Amazon’s investment amounted to about a 30 percent stake in the daily-deal company, which is said to have steered clear of an IPO, though if you grant IPOs conscious agency, you can imagine them steering clear of LivingSocial. Chief Financial Officer John Bax told the Wall Street Journal in June that, “This is a healthy business and a healthy industry. The economics are good.” Amazon would seem to differ.

Groupon stock [GRPN] has soared almost one percent on the Amazon’s valuation of its competitor, to $4.46.
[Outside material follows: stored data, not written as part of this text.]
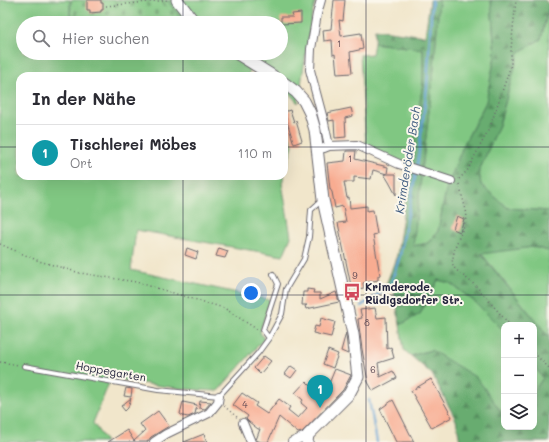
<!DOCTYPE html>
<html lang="de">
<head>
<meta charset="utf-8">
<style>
  body { margin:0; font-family:Mali,sans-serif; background:#f2f2f3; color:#2b2b33 }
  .controls { position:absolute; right:12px; bottom:12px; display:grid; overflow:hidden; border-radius:8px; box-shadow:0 4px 16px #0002 }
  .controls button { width:36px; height:36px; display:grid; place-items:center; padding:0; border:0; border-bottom:1px solid #e1e1e2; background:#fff; color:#2b2b33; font:20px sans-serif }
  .you { position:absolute; left:251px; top:293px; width:14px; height:14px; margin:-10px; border:3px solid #fff; border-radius:50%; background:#1a73e8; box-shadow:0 0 0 6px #1a73e833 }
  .badge { display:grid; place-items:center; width:26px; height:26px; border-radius:50%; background:#d1495b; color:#fff; font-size:13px; font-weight:700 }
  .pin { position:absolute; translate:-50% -33px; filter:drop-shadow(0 1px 2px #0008) }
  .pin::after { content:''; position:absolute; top:21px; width:14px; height:12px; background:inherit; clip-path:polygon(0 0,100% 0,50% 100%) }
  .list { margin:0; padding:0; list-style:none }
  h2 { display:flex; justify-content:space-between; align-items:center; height:52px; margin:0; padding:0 16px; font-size:17px }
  h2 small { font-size:13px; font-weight:400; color:#7c7c81 }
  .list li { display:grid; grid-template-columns:26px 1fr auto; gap:12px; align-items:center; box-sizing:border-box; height:56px; padding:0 16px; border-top:1px solid #e1e1e2 }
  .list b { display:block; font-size:15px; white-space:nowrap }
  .list p { margin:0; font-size:13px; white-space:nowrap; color:#7c7c81 }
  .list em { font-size:13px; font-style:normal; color:#7c7c81 }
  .icon { flex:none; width:22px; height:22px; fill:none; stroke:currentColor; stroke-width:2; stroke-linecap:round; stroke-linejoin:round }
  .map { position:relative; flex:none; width:549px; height:442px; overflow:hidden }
  .search { position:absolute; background:#fff; box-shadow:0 4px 16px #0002; left:16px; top:16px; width:272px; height:44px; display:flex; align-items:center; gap:10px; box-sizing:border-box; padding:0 14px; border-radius:22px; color:#7c7c81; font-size:15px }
  .panel { position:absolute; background:#fff; box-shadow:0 4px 16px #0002; left:16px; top:72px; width:272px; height:108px; border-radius:12px }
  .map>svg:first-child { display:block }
  .green { fill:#80c782; stroke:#51745e }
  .forest { fill:url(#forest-firs); stroke:#456756 }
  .cemetery { fill:url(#cemetery-stones); stroke:#51745e }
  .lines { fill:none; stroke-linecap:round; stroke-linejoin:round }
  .stream { stroke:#5f9fd2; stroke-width:2.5 }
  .building { fill:#f8ac91 }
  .lane-casing { stroke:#6a676d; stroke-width:6 }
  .street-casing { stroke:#6a676d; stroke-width:10 }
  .secondary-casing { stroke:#6a676d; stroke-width:13 }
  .path { stroke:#6a676d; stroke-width:1.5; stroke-dasharray:1 3; stroke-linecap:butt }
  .lane { stroke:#fff; stroke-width:4 }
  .street { stroke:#fff; stroke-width:8 }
  .secondary { stroke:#fff; stroke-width:11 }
  .grid { fill:none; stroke:#22223b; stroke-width:1; stroke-opacity:0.55 }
  .labels { text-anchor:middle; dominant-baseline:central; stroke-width:4; stroke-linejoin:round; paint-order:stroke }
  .number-label { font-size:9px; fill:#584450 }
  .poi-label { font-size:11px; font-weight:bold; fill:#22223b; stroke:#fbf7ec; text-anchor:start }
  .street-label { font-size:11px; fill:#22223b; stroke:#fbf7ec }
  .water-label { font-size:12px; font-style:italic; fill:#3d5a7f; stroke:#fbf7ec }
</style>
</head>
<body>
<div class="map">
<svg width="549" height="442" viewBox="0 0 549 442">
  <defs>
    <pattern id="forest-firs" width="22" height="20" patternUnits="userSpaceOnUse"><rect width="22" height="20" fill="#68ac70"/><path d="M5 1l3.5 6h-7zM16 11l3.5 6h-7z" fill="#558c5d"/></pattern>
    <pattern id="cemetery-stones" width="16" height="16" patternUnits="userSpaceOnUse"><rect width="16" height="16" fill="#80c782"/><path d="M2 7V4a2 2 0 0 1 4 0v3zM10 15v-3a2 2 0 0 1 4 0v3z" fill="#68a16c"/></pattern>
  </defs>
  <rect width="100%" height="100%" fill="#fbf7ec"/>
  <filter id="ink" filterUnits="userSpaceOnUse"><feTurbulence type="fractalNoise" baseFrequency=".025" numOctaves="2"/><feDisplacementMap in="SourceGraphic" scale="8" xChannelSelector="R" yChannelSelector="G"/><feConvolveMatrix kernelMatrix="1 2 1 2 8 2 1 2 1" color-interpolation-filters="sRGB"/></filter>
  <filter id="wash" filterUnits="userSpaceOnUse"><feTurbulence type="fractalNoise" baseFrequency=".012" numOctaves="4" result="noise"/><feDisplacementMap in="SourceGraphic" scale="16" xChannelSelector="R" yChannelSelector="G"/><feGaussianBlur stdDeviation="0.9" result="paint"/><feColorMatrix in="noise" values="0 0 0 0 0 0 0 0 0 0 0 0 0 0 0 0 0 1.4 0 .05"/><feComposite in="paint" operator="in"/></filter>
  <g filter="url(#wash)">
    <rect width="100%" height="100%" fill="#f1e6cb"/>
    <!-- green -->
    <path class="green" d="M 0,0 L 70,0 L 70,23 L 23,23 L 23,53 L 281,53 L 281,23 L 184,23 L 167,0 L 316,0 L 312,15 L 298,103 L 288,92 L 284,90 L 284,76 L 262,76 L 251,69 L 247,76 L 20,76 L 20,176 L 284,176 L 284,120 L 293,145 L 282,183 L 291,237 L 283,256 L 136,230 L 131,270 L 270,300 L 260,332 L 264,339 L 218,391 C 182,390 147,384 111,378 L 93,423 L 106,442 L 0,442 Z
      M 439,0 L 491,0 L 495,56 L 486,102 L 463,146 L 446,190 L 438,231 L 428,243 L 413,246 L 434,68 Z
      M 549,8 L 549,211 L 508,208 L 481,185 L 479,171 L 499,125 L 519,52 L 541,39 Z
      M 374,43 L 423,49 L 423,82 L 411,165 L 366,147 L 360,55 L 372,54 Z
      M 533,247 L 549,251 L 549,337 L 481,253 Z
      M 438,280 L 450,283 L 475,302 L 504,331 L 504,412 L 503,413 L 431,350 L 411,356 L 404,350 L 400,325 L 420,314 Z
      M 534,366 L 543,378 L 534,391 Z"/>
    <!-- forest -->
    <path class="forest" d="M 430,0 L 439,0 L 434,68 L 413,246 L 428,243 L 438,231 L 446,190 L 463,146 L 486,102 L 495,56 L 491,0 L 545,0 L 549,5 L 541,39 L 519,52 L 499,125 L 479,171 L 481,185 L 508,208 L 549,211 L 549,251 L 533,247 L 481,254 L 549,337 L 549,442 L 460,442 L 456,420 L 432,374 L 411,356 L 431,350 L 477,378 L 502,413 L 504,412 L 504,427 L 534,427 L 534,391 L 543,378 L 534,366 L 534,325 L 504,325 L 504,331 L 475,302 L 450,283 L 438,280 L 420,314 L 400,325 L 394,291 L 386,285 L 397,255 L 423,82 L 423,49 L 374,43 L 375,29 L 425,36 Z"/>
    <!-- cemetery -->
    <path class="cemetery" d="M 71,0 L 167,0 L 184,23 L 70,23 Z"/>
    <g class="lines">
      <!-- stream -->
      <path class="stream" d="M 361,306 L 390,286 L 400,255 L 417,167 L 427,87 L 432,0
        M 369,400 L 377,442"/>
    </g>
    <g id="blocks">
      <!-- building -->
      <path class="building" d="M 87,0 L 101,0 L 101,3 L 103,3 L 103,10 L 101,10 L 101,12 L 90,13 L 90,10 L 87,10 Z
        M 334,0 L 345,0 L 343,21 L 339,20 L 341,36 L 361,33 L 363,49 L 350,52 L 352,73 L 337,74 L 335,54 L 333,55 L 332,40 L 324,41 L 323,30 L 331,29 Z
        M 301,13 L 301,23 L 281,24 L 281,17 L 293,17 L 292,14 Z
        M 351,108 L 353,116 L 345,118 L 346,137 L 335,138 L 334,120 L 329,121 L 327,113 Z
        M 290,110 L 294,122 L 296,121 L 302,141 L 294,144 L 284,112 Z
        M 346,151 L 356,151 L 355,159 L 388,167 L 387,174 L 373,170 L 371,179 L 354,177 L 354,182 L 344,182 L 347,198 L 349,197 L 350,208 L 367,206 L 367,211 L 373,210 L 377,234 L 373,235 L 380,275 L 378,276 L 378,280 L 363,283 L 364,288 L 356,289 L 355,285 L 351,286 L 338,223 L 346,222 L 343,206 L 335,208 L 332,192 L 330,189 L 327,163 L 345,161 Z
        M 384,174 L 396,174 L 396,195 L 389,182 Z
        M 457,216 L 464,219 L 460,232 L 453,229 Z
        M 187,248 L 198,252 L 196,259 L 185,255 Z
        M 219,248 L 228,251 L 225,258 L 216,256 Z
        M 307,289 L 314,290 L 313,293 L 320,293 L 320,299 L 336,292 L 339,302 L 306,309 L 305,306 L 307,305 L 302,305 L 303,292 L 307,292 Z
        M 375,308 L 377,318 L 386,317 L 387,349 L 391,347 L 394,358 L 378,363 L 380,377 L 393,371 L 397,378 L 373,391 L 368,382 L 362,349 L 358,319 L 362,318 L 360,310 Z
        M 321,318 L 335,322 L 331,337 L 313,333 L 315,326 L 319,327 Z
        M 346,333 L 346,335 L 348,354 L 341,351 Z
        M 328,350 L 338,354 L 333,368 L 323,364 Z
        M 264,356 L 271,361 L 260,374 L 254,368 Z
        M 291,366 L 297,370 L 291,378 L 285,374 Z
        M 335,369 L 351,375 L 343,390 L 302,432 L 298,433 L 279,417 L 268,442 L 261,442 L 256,440 L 260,429 L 258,429 L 249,422 L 246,419 L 248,416 L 233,405 L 242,393 L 257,403 L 255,406 L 267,414 L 279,399 L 290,407 L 288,410 L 298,418 L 307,408 L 301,403 L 303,400 L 295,393 L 306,381 L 314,389 L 322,381 L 328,386 Z
        M 431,379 L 452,417 L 432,428 L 411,391 Z
        M 126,388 L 132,389 L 131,397 L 124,396 Z
        M 131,398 L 128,408 L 125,411 L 121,406 Z
        M 393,400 L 414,442 L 396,442 L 380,409 Z
        M 200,401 L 211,402 L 205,409 L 199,408 Z
        M 183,402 L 197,405 L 195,414 L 188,417 L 183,416 L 180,414 Z
        M 158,411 L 169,426 L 151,437 L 147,442 L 108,442 L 127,430 L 134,441 L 145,431 L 140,424 Z
        M 204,434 L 207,442 L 184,442 Z"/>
    </g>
  </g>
  <g filter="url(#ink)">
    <use href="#blocks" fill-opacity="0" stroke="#6a676d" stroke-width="1"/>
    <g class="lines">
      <!-- lane casing -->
      <g class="lane-casing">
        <path id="lane" d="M 269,338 L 263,330 L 278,284 L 273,274
          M 24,366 L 158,390 L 219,396 L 258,353 L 269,338 L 282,314 L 286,289 L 304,259 L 309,237 L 311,210 L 321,201"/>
      </g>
      <!-- street casing -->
      <g class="street-casing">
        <path id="street" d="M 321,0 L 317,14 L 311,49 L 310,70 L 324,123 L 329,146
          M 324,148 L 329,146 L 357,145 L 399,164 L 451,181
          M 243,423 L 251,442
          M 154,442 L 166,434 L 209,413 L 218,402 L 219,396
          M 292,442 L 308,435"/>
      </g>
      <!-- secondary casing -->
      <g class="secondary-casing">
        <path id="secondary" d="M 177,0 L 195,23
          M 236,53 L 273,76
          M 284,83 L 296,92 L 304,101 L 310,113 L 315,130 L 323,200 L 353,334 L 358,377 L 349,394 L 308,435 L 307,442"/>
      </g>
      <!-- path -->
      <path class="path" d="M 106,6 L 168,0
        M 459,179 L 467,171 L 490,127 L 511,65 L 511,49 L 516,0
        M 459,184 L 467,214 L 464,226 L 455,247 L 452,263 L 455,269 L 476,286 L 510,325
        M 0,244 L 39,261 L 80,273 L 136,282 L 224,308 L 258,330
        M 534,353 L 549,368
        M 0,362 L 19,365
        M 224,406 L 238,418"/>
      <!-- lane -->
      <use href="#lane" class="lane"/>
      <!-- street -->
      <use href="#street" class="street"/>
      <!-- secondary -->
      <use href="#secondary" class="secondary"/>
    </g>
  </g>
  <!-- grid -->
  <path class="grid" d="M 183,0 L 183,23M 366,0 L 366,442M 183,53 L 183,76M 0,147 L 20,147M 284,147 L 549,147M 183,176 L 183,442M 0,295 L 549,295"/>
  <!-- icons -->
  <defs>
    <g id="bus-bare" transform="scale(1.38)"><path d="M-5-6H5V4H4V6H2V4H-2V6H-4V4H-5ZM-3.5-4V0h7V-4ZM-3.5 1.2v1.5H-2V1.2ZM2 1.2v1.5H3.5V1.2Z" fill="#d1495b" stroke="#fbf7ec" stroke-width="2.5" paint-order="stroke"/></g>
  </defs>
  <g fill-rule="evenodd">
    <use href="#bus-bare" x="352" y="292"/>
  </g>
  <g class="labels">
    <!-- number labels -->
    <g class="number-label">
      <text x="339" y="43">1</text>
      <text x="350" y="158">1</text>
      <text x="355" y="275">9</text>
      <text x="367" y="322">8</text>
      <text x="373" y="369">6</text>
      <text x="245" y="404">4</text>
    </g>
    <!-- poi labels -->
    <g class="poi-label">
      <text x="365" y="286">Krimderode,<tspan x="365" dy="13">Rüdigsdorfer Str.</tspan></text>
    </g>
    <!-- street labels -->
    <g class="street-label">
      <text transform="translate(111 371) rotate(10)">Hoppegarten</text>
    </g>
    <!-- water labels -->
    <g class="water-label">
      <text transform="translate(407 160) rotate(-81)">Krimderöder Bach</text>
    </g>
  </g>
</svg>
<div class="controls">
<button>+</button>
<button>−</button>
<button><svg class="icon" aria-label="layers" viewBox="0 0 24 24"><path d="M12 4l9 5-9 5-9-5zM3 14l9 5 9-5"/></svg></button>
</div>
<div class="you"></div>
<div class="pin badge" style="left:320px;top:408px;background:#0f9aa8">1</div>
<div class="search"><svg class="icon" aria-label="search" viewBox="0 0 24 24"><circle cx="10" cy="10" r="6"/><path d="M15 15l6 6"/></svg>Hier suchen</div>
<section class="panel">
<h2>In der Nähe<small></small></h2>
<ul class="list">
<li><span class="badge" style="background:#0f9aa8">1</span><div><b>Tischlerei Möbes</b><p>Ort</p></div><em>110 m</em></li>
</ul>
</section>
</div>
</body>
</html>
Amazon’s earnings would still have disappointed analysts, who had thought the online retailer would lose only 7 cents a share; excluding the LivingSocial write-down, Amazon lost 23 cents a share (as opposed to 60 cents a share with the LivingSocial discount). The company reported an operating loss of $28 million for Q3. (See their press release here.)

Net sales increased 27 percent over third quarter 2011, and Amazon forecasts net sales growth of 16 to 31 percent in the fourth quarter of 2012, compared with fourth quarter 2011.